* _Task requirements_: What lines in the entries below contain the word "from"? Copy all of them.

* _Data shown_:
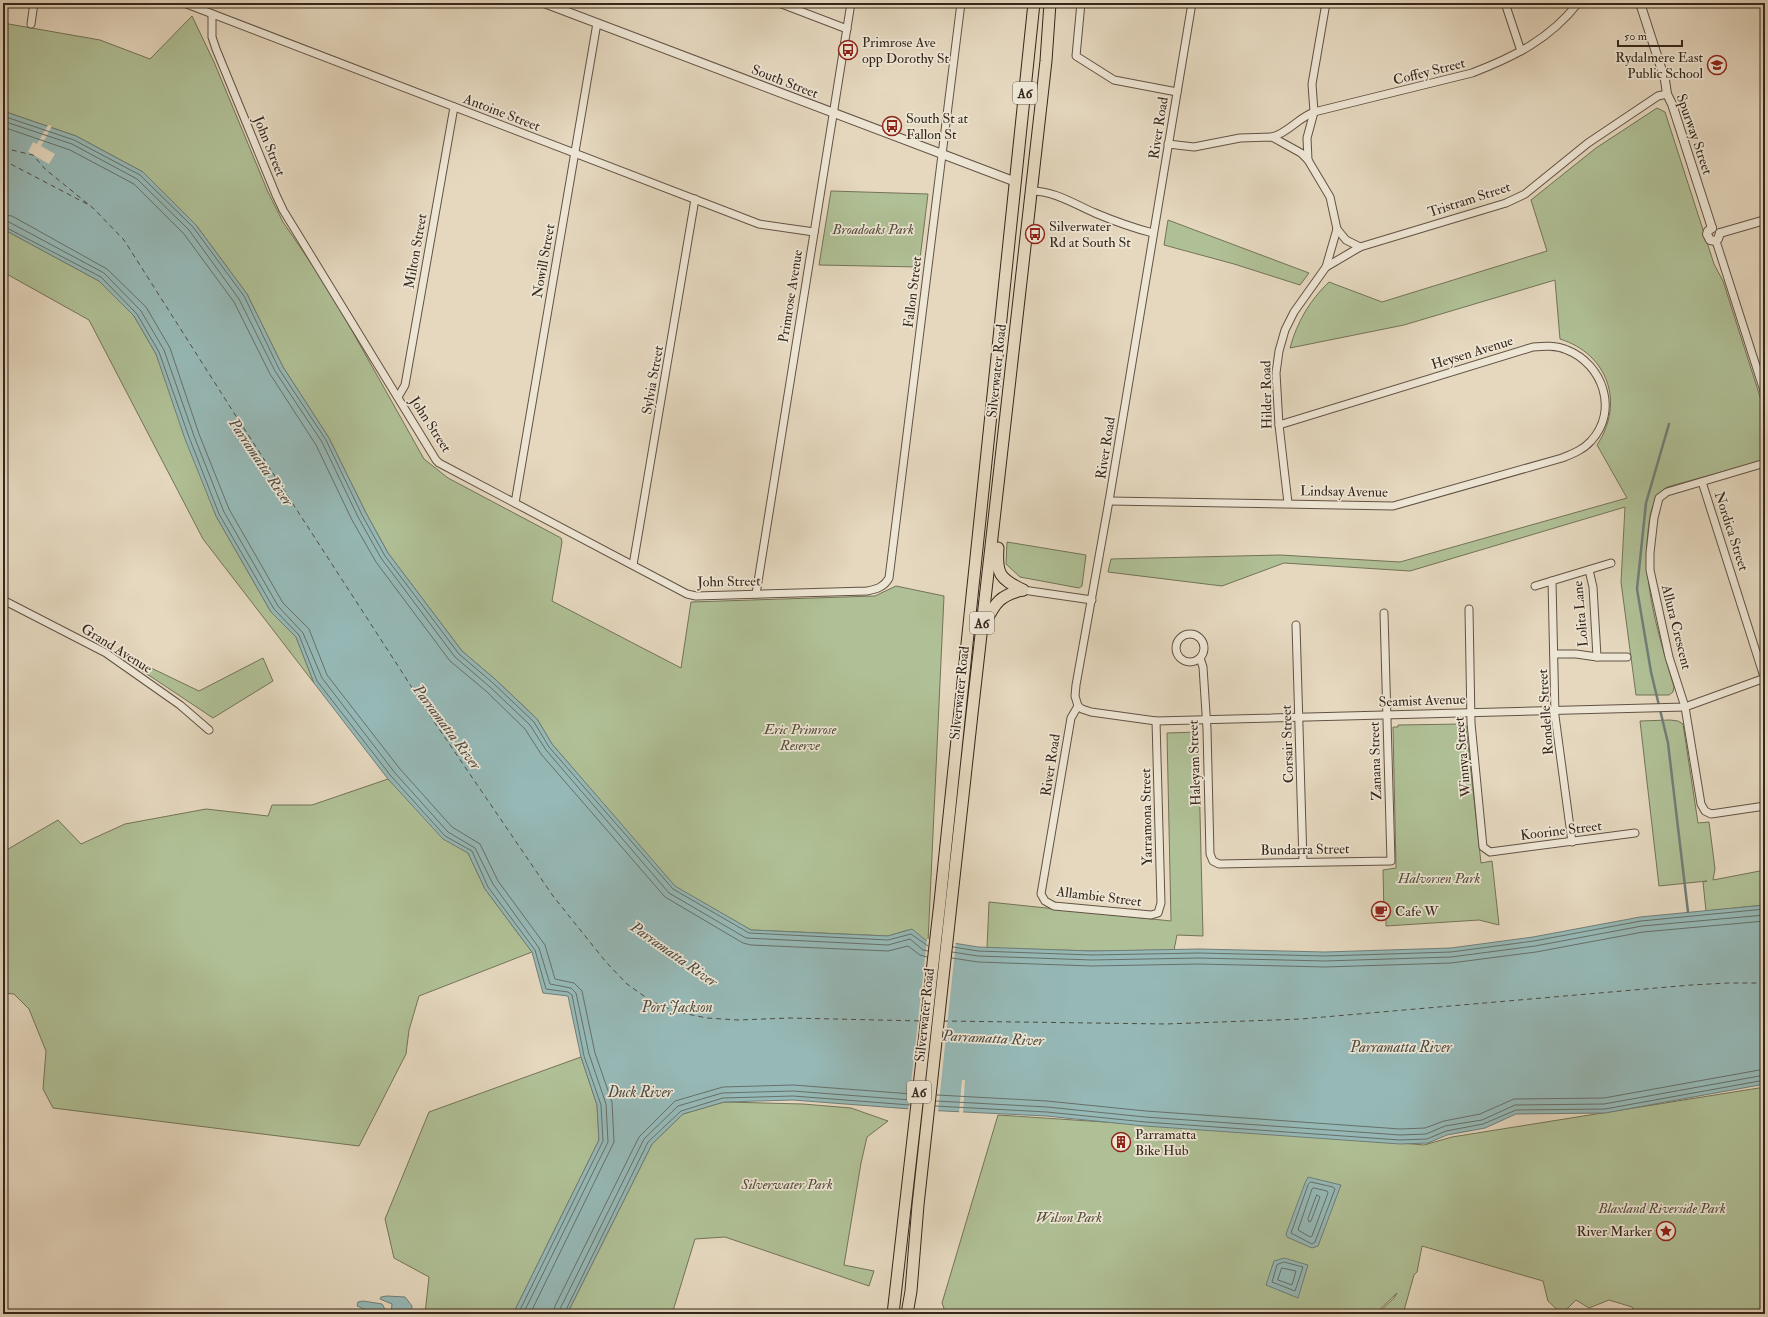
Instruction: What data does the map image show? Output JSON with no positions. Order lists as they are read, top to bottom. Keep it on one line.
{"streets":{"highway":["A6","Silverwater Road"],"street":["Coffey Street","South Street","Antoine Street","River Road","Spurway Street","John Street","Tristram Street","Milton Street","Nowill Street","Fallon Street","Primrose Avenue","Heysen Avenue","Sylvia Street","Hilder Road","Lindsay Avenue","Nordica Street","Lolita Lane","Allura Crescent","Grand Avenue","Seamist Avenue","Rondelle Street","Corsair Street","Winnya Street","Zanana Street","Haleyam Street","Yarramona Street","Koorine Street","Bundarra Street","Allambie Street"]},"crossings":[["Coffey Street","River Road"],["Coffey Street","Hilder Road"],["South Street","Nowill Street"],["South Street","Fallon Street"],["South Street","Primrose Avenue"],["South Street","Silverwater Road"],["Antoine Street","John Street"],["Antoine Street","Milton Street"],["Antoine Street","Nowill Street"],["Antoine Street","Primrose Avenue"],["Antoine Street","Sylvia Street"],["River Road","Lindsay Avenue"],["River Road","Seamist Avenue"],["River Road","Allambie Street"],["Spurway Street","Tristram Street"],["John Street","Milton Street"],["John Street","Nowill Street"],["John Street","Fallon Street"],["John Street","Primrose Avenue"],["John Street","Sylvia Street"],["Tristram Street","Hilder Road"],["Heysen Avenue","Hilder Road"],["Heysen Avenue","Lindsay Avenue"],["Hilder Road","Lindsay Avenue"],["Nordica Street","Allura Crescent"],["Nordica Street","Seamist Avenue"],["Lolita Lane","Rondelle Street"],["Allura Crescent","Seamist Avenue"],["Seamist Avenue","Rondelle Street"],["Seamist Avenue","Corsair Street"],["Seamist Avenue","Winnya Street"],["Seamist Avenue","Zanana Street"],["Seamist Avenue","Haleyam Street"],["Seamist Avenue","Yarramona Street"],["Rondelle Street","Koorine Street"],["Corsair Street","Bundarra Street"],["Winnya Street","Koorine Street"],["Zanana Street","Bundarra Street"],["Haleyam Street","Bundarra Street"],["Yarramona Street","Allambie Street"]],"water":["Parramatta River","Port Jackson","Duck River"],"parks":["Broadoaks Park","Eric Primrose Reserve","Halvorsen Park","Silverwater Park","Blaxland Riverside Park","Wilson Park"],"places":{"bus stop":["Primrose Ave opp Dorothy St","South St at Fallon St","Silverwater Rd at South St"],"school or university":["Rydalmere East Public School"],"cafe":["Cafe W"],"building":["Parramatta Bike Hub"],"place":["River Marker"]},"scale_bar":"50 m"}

---

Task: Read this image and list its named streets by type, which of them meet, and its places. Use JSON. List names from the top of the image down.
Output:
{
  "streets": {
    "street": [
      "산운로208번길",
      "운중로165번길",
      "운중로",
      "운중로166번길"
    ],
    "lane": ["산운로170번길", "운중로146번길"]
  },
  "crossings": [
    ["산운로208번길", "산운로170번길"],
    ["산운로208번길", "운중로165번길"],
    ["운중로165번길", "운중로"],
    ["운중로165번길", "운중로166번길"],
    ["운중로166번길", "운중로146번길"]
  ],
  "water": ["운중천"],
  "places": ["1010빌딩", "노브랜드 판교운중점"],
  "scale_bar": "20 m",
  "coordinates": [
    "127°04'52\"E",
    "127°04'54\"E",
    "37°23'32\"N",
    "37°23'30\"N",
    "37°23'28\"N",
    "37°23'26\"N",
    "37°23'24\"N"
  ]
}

* * *

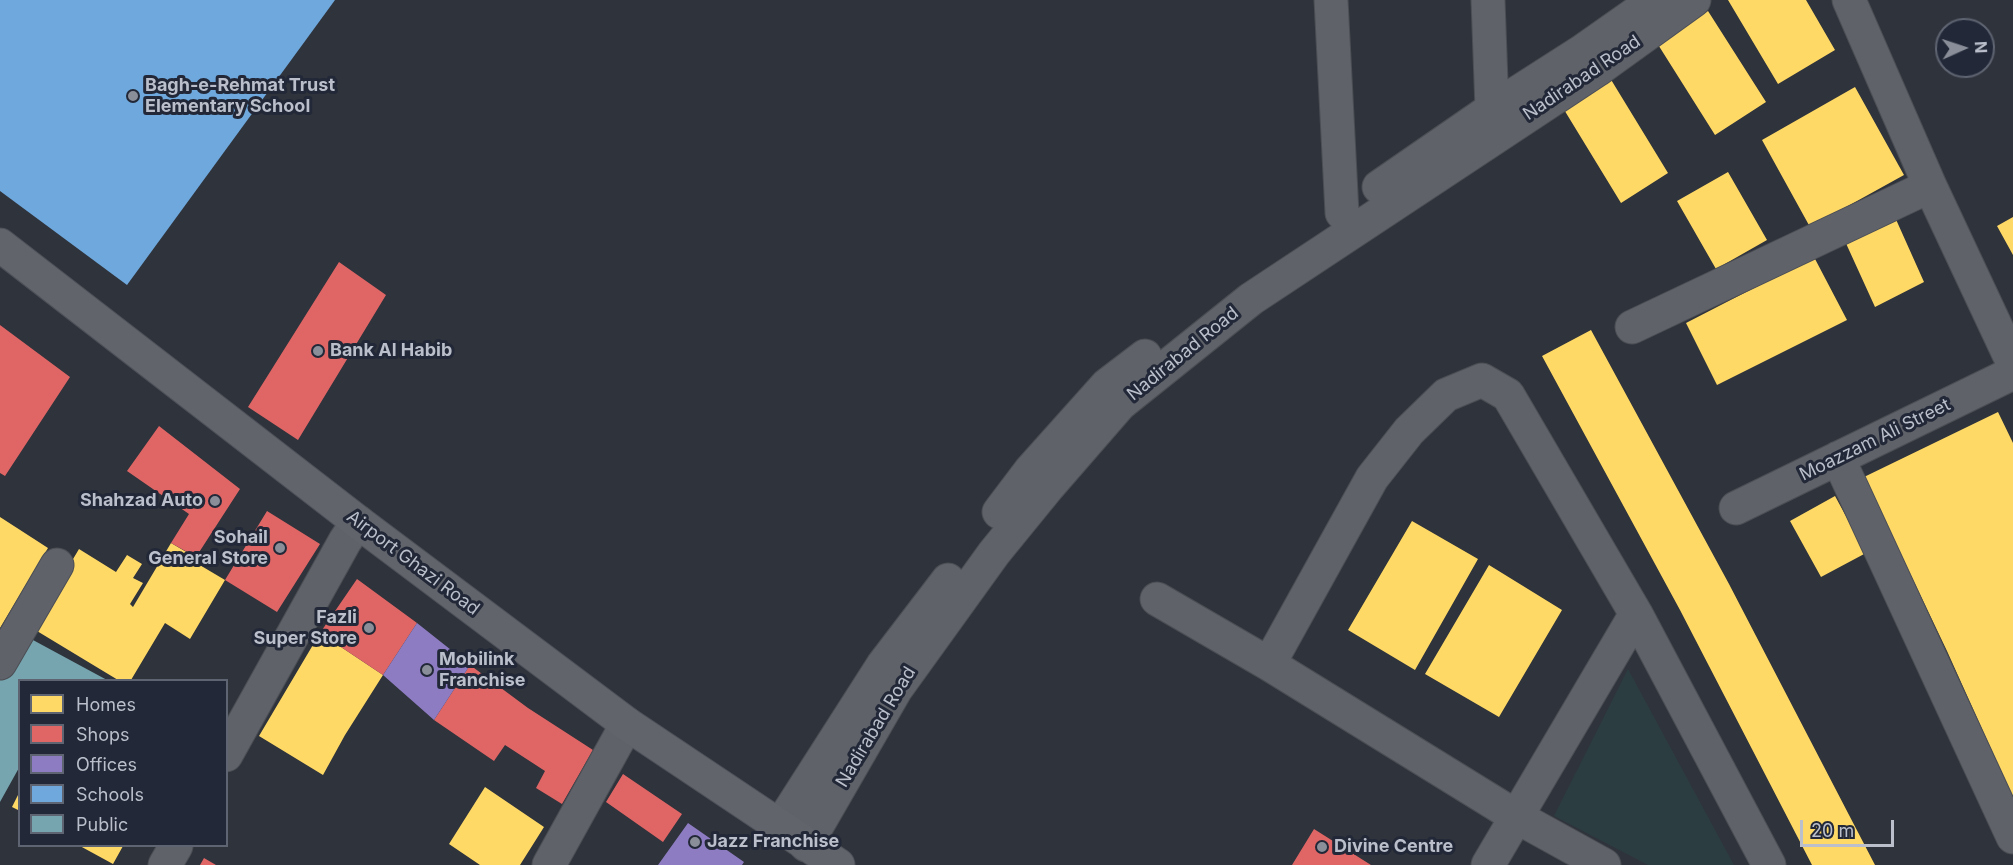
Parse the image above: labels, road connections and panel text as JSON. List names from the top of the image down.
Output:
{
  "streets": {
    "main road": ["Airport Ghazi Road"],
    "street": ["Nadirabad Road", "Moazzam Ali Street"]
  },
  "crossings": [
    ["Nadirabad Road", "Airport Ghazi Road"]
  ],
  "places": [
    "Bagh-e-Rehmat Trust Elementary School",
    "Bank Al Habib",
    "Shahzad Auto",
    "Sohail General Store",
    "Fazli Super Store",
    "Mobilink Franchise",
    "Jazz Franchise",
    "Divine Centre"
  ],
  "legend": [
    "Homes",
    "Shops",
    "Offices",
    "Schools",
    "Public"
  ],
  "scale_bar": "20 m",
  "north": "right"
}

* _Problem solution_:
Task: Read this image and list its named streets by type, which of them meet, and its places. Use JSON. List names from the top of the image down.
Parse the image above: labels, road connections and panel text as JSON. List names from the top of the image down.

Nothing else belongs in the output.